Testing retina images with css and @media

I'm wondering how to test some retina images css on a regular browser? I also tried my previous code not the code below and wondered if it was working?

It's hard to tell if the correct image is load as this is the same images just better quality.

//retina stuff
@media all and (-webkit-min-device-pixel-ratio: 1.5) {
    #home {
          background: url('bg-home-x2.png') no-repeat;
}

.shelf {
    background: url('shelf-x2.png') no-repeat top center;
    height: 111px;
    padding-bottom: 0px;
}

#pantry {
    background: url('bg-pantry-x2.png') no-repeat;
    width: 320px;
    height: 480px;
    z-index: -1;
}

#list {
    background: url('bg-cart-x2.png') no-repeat;
    width: 320px;
    height: 480px;
    z-index: -1;
    margin-top: -6px;
}
}

Upvotes: 2

Views: 1699

Answers (3)

andrewb
andrewb

Reputation: 5339

You actually can using Firefox:

  1. Go to "about:config"
  2. Find "layout.css.devPixelsPerPx
  3. Change it to your desired ratio (1 for normal, 2 for retina, etc.)

Refresh your page - boom, your media query has now kicked in!
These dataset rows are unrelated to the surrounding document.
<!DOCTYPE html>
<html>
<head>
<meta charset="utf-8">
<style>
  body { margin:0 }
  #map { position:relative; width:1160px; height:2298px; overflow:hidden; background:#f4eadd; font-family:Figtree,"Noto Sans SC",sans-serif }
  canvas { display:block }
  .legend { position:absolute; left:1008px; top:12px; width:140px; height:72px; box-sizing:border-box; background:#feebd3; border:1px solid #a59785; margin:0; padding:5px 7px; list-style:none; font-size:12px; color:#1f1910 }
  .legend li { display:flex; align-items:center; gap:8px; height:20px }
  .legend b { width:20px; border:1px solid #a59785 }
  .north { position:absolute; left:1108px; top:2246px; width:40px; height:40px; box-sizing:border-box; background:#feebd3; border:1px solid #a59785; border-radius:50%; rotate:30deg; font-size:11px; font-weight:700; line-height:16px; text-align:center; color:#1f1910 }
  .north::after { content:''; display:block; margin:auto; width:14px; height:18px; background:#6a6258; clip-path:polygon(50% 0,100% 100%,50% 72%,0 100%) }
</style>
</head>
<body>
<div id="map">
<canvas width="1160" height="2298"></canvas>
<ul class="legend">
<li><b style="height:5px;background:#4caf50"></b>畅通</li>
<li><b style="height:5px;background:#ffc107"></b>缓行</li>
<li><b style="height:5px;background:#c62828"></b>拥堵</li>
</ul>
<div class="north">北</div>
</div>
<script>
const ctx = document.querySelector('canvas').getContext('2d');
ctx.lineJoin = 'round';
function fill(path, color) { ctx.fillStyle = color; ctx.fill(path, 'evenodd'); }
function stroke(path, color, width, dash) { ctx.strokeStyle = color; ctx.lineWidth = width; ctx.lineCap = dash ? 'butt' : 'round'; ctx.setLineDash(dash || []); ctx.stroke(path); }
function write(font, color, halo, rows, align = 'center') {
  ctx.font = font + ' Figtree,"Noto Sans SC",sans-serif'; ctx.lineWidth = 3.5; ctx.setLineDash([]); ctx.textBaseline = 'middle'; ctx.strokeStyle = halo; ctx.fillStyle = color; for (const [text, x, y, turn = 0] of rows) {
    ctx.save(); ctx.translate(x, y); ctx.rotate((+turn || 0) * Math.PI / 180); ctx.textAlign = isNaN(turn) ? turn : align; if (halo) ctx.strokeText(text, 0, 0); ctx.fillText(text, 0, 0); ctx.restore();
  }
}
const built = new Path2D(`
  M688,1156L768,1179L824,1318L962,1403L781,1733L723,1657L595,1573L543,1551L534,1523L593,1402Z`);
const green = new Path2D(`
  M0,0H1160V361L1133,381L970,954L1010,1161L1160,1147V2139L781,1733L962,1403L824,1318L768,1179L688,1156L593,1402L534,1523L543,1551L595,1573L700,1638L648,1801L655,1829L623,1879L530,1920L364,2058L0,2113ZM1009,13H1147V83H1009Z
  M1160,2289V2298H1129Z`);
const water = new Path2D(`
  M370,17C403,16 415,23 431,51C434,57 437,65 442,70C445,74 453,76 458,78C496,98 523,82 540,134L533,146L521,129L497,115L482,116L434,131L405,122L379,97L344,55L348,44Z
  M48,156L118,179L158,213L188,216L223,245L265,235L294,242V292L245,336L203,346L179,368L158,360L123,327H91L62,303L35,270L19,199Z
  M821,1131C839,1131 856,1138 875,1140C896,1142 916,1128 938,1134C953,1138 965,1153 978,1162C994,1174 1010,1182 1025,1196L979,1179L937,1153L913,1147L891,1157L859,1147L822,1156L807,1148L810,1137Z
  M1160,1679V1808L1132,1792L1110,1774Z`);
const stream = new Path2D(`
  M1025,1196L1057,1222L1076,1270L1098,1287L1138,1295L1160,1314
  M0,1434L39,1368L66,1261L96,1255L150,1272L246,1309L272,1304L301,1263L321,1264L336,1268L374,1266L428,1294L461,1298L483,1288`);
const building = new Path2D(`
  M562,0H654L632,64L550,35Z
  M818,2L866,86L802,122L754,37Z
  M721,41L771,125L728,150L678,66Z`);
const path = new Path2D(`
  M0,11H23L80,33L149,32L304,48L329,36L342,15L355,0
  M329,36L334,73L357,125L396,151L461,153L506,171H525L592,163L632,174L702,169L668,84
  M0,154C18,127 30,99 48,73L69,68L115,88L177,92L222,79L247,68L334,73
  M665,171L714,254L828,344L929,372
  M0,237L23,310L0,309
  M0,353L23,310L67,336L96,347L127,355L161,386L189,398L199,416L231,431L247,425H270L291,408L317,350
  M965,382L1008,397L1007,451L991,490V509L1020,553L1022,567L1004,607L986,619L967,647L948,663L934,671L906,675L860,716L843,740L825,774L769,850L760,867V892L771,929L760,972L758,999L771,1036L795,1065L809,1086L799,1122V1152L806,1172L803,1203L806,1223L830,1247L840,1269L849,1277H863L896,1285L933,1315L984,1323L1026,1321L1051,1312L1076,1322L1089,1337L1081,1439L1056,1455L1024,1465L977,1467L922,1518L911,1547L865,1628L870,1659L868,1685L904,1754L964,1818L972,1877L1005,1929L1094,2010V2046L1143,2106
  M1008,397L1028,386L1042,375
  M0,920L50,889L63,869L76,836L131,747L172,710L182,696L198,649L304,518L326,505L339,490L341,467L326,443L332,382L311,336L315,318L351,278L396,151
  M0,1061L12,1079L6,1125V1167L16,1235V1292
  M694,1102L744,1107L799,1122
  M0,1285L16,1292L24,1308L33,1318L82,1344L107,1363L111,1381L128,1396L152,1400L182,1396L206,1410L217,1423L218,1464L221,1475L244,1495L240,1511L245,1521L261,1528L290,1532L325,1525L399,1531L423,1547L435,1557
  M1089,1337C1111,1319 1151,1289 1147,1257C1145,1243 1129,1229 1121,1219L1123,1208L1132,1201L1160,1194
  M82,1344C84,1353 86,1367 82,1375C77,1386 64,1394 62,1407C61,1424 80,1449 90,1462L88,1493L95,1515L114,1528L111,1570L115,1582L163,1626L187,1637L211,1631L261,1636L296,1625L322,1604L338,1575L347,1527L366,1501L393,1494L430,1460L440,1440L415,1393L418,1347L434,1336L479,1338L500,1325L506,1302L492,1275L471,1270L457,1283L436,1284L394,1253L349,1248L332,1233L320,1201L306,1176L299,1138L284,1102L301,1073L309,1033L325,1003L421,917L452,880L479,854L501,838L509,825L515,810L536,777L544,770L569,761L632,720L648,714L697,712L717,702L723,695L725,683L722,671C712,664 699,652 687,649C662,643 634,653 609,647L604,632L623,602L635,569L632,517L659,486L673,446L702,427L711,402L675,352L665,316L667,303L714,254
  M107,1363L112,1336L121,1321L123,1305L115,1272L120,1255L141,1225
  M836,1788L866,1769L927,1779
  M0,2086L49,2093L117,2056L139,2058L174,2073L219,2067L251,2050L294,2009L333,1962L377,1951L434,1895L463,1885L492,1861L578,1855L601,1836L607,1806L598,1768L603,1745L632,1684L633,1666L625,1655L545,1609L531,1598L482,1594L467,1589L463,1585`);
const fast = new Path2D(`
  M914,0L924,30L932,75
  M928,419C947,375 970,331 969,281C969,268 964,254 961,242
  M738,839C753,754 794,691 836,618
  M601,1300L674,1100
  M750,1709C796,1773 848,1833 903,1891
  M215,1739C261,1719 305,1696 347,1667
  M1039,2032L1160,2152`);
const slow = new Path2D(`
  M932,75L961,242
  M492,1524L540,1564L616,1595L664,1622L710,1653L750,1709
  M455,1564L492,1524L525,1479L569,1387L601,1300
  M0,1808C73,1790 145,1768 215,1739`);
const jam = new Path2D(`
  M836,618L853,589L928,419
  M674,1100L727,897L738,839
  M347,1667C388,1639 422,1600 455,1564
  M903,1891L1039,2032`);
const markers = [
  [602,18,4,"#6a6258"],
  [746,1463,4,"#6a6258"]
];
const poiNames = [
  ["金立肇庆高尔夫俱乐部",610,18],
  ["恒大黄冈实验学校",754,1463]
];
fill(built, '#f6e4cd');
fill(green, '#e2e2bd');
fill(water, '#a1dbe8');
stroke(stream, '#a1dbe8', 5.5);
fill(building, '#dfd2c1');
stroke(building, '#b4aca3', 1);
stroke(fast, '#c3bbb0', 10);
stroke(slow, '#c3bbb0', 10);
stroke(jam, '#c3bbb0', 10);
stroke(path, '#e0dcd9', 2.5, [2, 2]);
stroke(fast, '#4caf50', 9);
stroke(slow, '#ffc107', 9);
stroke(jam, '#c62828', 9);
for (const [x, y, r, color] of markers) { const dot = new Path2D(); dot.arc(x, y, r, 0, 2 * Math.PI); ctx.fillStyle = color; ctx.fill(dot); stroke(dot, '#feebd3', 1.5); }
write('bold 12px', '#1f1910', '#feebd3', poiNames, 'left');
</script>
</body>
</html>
Hats off to Firefox for being awesome for web developing!

This was done on Windows 7 with Firefox 21.0.

Upvotes: 10

nickhar
nickhar

Reputation: 20823

You can't do this by default in a web browser using -min-device-pixel-ratio - As most computers/PCs don't have the required pixel ratio value to test it (other than newer high-end laptops/displays) .

The best way would be to use the devices or family of devices you're targeting, but in cases where you don't have them, the only way is to test your media queries through emulation, so perhaps one of the following might help:

  1. Using the Opera Mobile Emulator. This allows you to set up various test environments for common devices. It also allows you to define custom setups for resolution and pixel density:

    enter image description here

    It's available for Windows, Mac and Linux.

  2. There is also the Javascript-based Web Retina Emulator, but this won't parse CSS media queries, so it's just for simplistically checking the validity/integrity of images.

  3. If you are looking to emulate specific iOS devices, then you can use the iOS simulator (part of Xcode tools) to test retina displays - but this doesn't sound applicable and used more widely for the testing of native apps.

Upvotes: 1

Adam Simpson
Adam Simpson

Reputation: 3681

Probably the easiest way is to fire up a basic server (i.e. the Python web server on the command line) on your dev machine and then view the site on a Retina device and watch the server logs to see which files go across.